**WHAT TO PRODUCE:**
Could you output each line below exactly as it appears, excluding any pictures?

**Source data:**
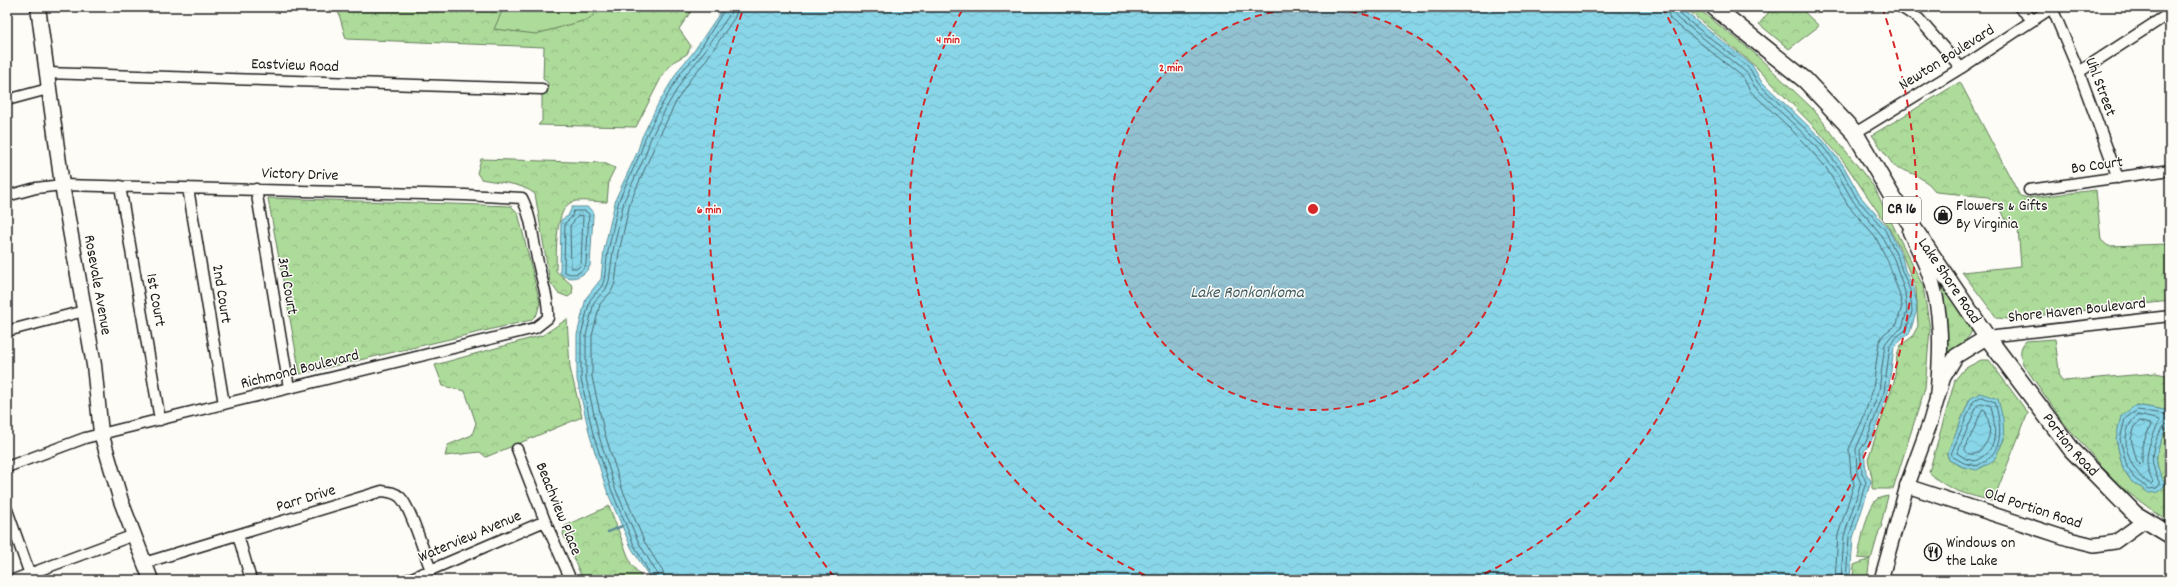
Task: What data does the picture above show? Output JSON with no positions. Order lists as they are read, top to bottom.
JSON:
{
  "streets": {
    "main road": [
      "CR 16",
      "Lake Shore Road",
      "Rosevale Avenue",
      "Portion Road"
    ],
    "street": [
      "Newton Boulevard",
      "Eastview Road",
      "Uhl Street",
      "Bo Court",
      "Victory Drive",
      "3rd Court",
      "2nd Court",
      "1st Court",
      "Shore Haven Boulevard",
      "Richmond Boulevard",
      "Parr Drive",
      "Beachview Place",
      "Old Portion Road",
      "Waterview Avenue"
    ]
  },
  "crossings": [
    ["Newton Boulevard", "Uhl Street"],
    ["Newton Boulevard", "Lake Shore Road"],
    ["Eastview Road", "Rosevale Avenue"],
    ["Uhl Street", "Bo Court"],
    ["Victory Drive", "Rosevale Avenue"],
    ["Victory Drive", "3rd Court"],
    ["Victory Drive", "2nd Court"],
    ["Victory Drive", "1st Court"],
    ["Victory Drive", "Richmond Boulevard"],
    ["Lake Shore Road", "Shore Haven Boulevard"],
    ["Lake Shore Road", "Portion Road"],
    ["Lake Shore Road", "Old Portion Road"],
    ["Rosevale Avenue", "Richmond Boulevard"],
    ["Rosevale Avenue", "Parr Drive"],
    ["3rd Court", "Richmond Boulevard"],
    ["2nd Court", "Richmond Boulevard"],
    ["1st Court", "Richmond Boulevard"],
    ["Shore Haven Boulevard", "Portion Road"],
    ["Portion Road", "Old Portion Road"],
    ["Parr Drive", "Waterview Avenue"],
    ["Beachview Place", "Waterview Avenue"]
  ],
  "water": ["Lake Ronkonkoma"],
  "places": {
    "shop": ["Flowers & Gifts By Virginia"],
    "restaurant": ["Windows on the Lake"]
  },
  "rings": ["4 min", "2 min", "6 min"]
}
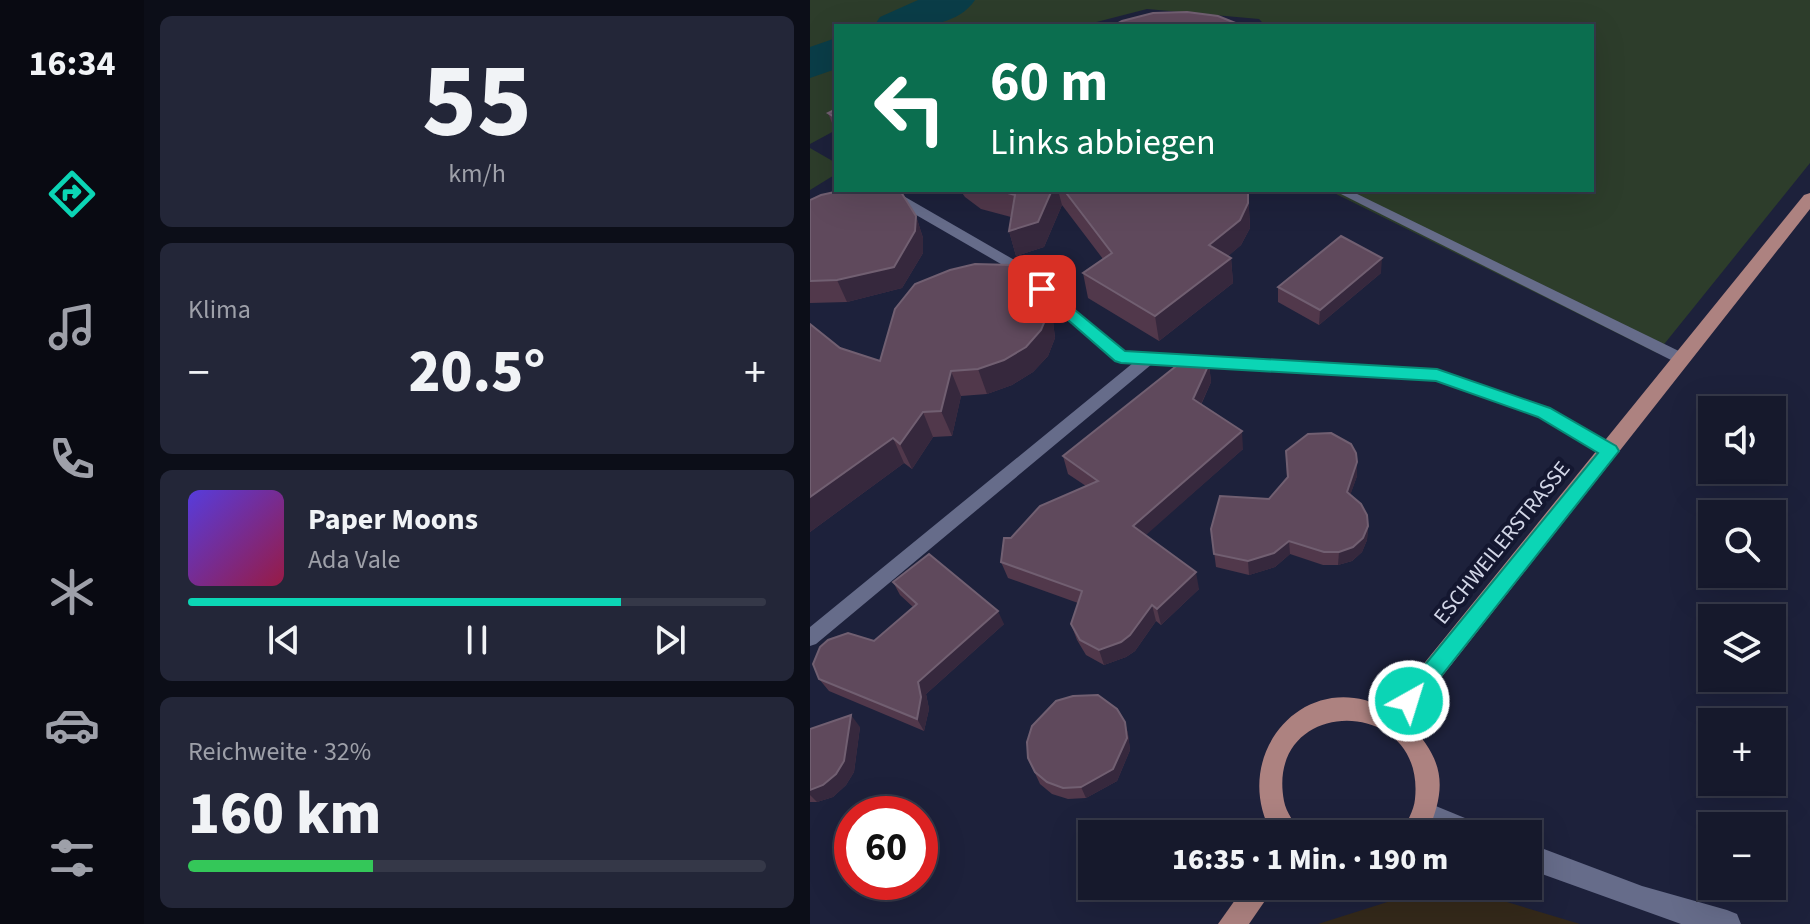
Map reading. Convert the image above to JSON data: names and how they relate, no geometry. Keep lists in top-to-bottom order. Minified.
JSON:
{"streets":{"main road":["ESCHWEILERSTRASSE"]},"page":{"tabs":"16:34","tile":[["55","km/h"],"Klima",["Reichweite · 32%","160 km"]],"turn":["60 m","Links abbiegen"],"heat":["−","20.5°","+"],"map_buttons":["+","−"],"song":["Paper Moons","Ada Vale"],"limit":"60","trip":"16:35 · 1 Min. · 190 m"}}
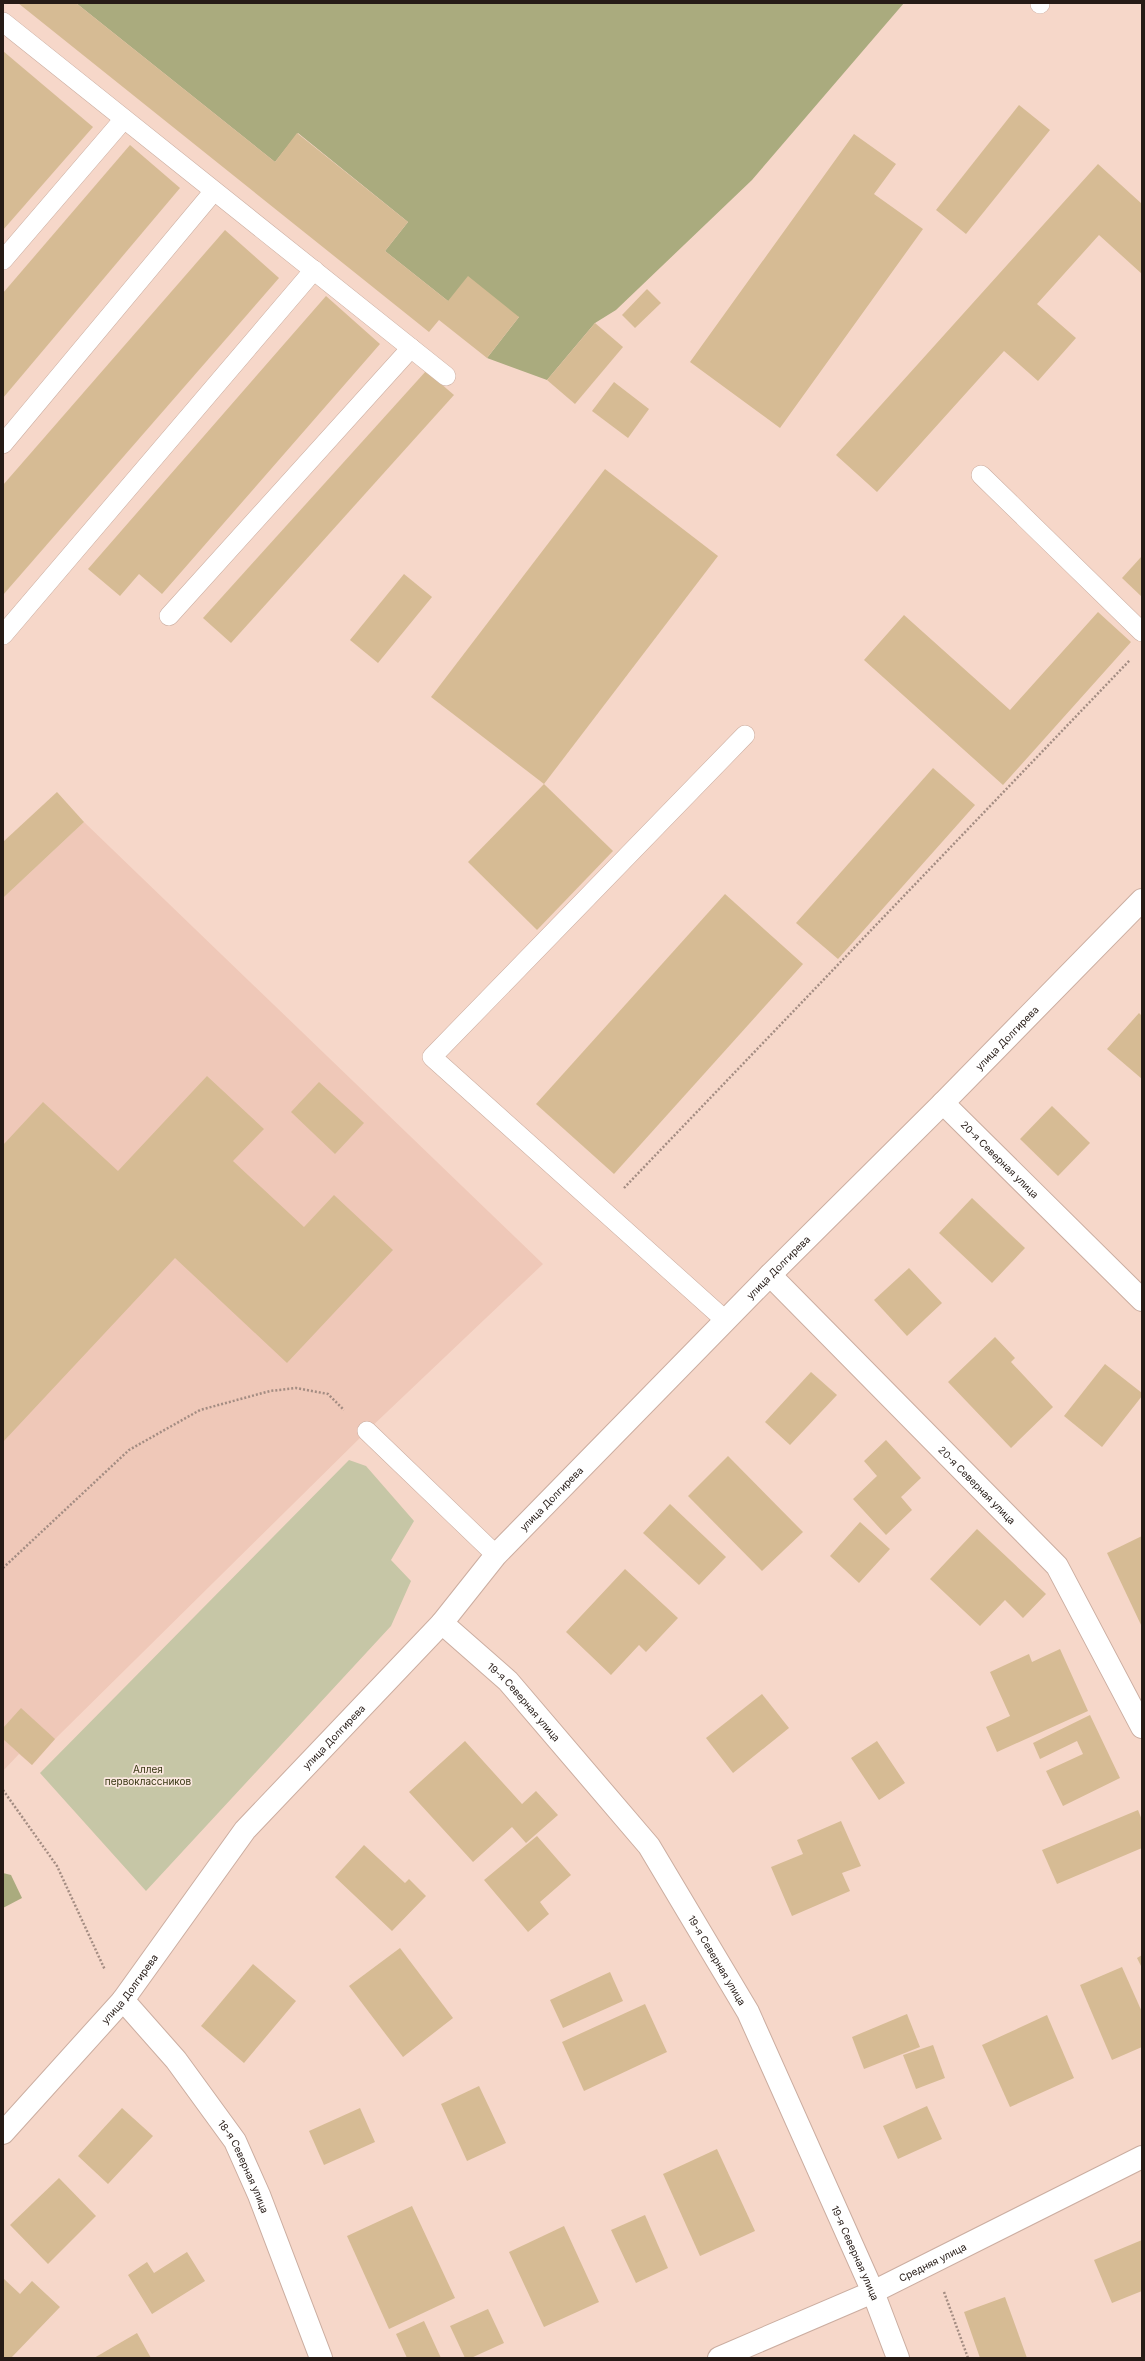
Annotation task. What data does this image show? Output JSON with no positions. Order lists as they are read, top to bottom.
{
  "streets": {
    "street": [
      "улица Долгирева",
      "20-я Северная улица",
      "19-я Северная улица",
      "18-я Северная улица",
      "Средняя улица"
    ]
  },
  "crossings": [
    ["улица Долгирева", "20-я Северная улица"],
    ["улица Долгирева", "19-я Северная улица"],
    ["улица Долгирева", "18-я Северная улица"],
    ["19-я Северная улица", "Средняя улица"]
  ],
  "parks": ["Аллея первоклассников"]
}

**WRITTEN SOLUTION:**
Task: What data does the picture above show? Output JSON with no positions. Order lists as they are read, top to bottom.
JSON:
{
  "streets": {
    "main road": [
      "CR 16",
      "Lake Shore Road",
      "Rosevale Avenue",
      "Portion Road"
    ],
    "street": [
      "Newton Boulevard",
      "Eastview Road",
      "Uhl Street",
      "Bo Court",
      "Victory Drive",
      "3rd Court",
      "2nd Court",
      "1st Court",
      "Shore Haven Boulevard",
      "Richmond Boulevard",
      "Parr Drive",
      "Beachview Place",
      "Old Portion Road",
      "Waterview Avenue"
    ]
  },
  "crossings": [
    ["Newton Boulevard", "Uhl Street"],
    ["Newton Boulevard", "Lake Shore Road"],
    ["Eastview Road", "Rosevale Avenue"],
    ["Uhl Street", "Bo Court"],
    ["Victory Drive", "Rosevale Avenue"],
    ["Victory Drive", "3rd Court"],
    ["Victory Drive", "2nd Court"],
    ["Victory Drive", "1st Court"],
    ["Victory Drive", "Richmond Boulevard"],
    ["Lake Shore Road", "Shore Haven Boulevard"],
    ["Lake Shore Road", "Portion Road"],
    ["Lake Shore Road", "Old Portion Road"],
    ["Rosevale Avenue", "Richmond Boulevard"],
    ["Rosevale Avenue", "Parr Drive"],
    ["3rd Court", "Richmond Boulevard"],
    ["2nd Court", "Richmond Boulevard"],
    ["1st Court", "Richmond Boulevard"],
    ["Shore Haven Boulevard", "Portion Road"],
    ["Portion Road", "Old Portion Road"],
    ["Parr Drive", "Waterview Avenue"],
    ["Beachview Place", "Waterview Avenue"]
  ],
  "water": ["Lake Ronkonkoma"],
  "places": {
    "shop": ["Flowers & Gifts By Virginia"],
    "restaurant": ["Windows on the Lake"]
  },
  "rings": ["4 min", "2 min", "6 min"]
}
Map reading. Convert the image above to JSON data: names and how they relate, no geometry. Keep lists in top-to-bottom order. Minified.
JSON:
{"streets":{"main road":["ESCHWEILERSTRASSE"]},"page":{"tabs":"16:34","tile":[["55","km/h"],"Klima",["Reichweite · 32%","160 km"]],"turn":["60 m","Links abbiegen"],"heat":["−","20.5°","+"],"map_buttons":["+","−"],"song":["Paper Moons","Ada Vale"],"limit":"60","trip":"16:35 · 1 Min. · 190 m"}}
Annotation task. What data does this image show? Output JSON with no positions. Order lists as they are read, top to bottom.
{
  "streets": {
    "street": [
      "улица Долгирева",
      "20-я Северная улица",
      "19-я Северная улица",
      "18-я Северная улица",
      "Средняя улица"
    ]
  },
  "crossings": [
    ["улица Долгирева", "20-я Северная улица"],
    ["улица Долгирева", "19-я Северная улица"],
    ["улица Долгирева", "18-я Северная улица"],
    ["19-я Северная улица", "Средняя улица"]
  ],
  "parks": ["Аллея первоклассников"]
}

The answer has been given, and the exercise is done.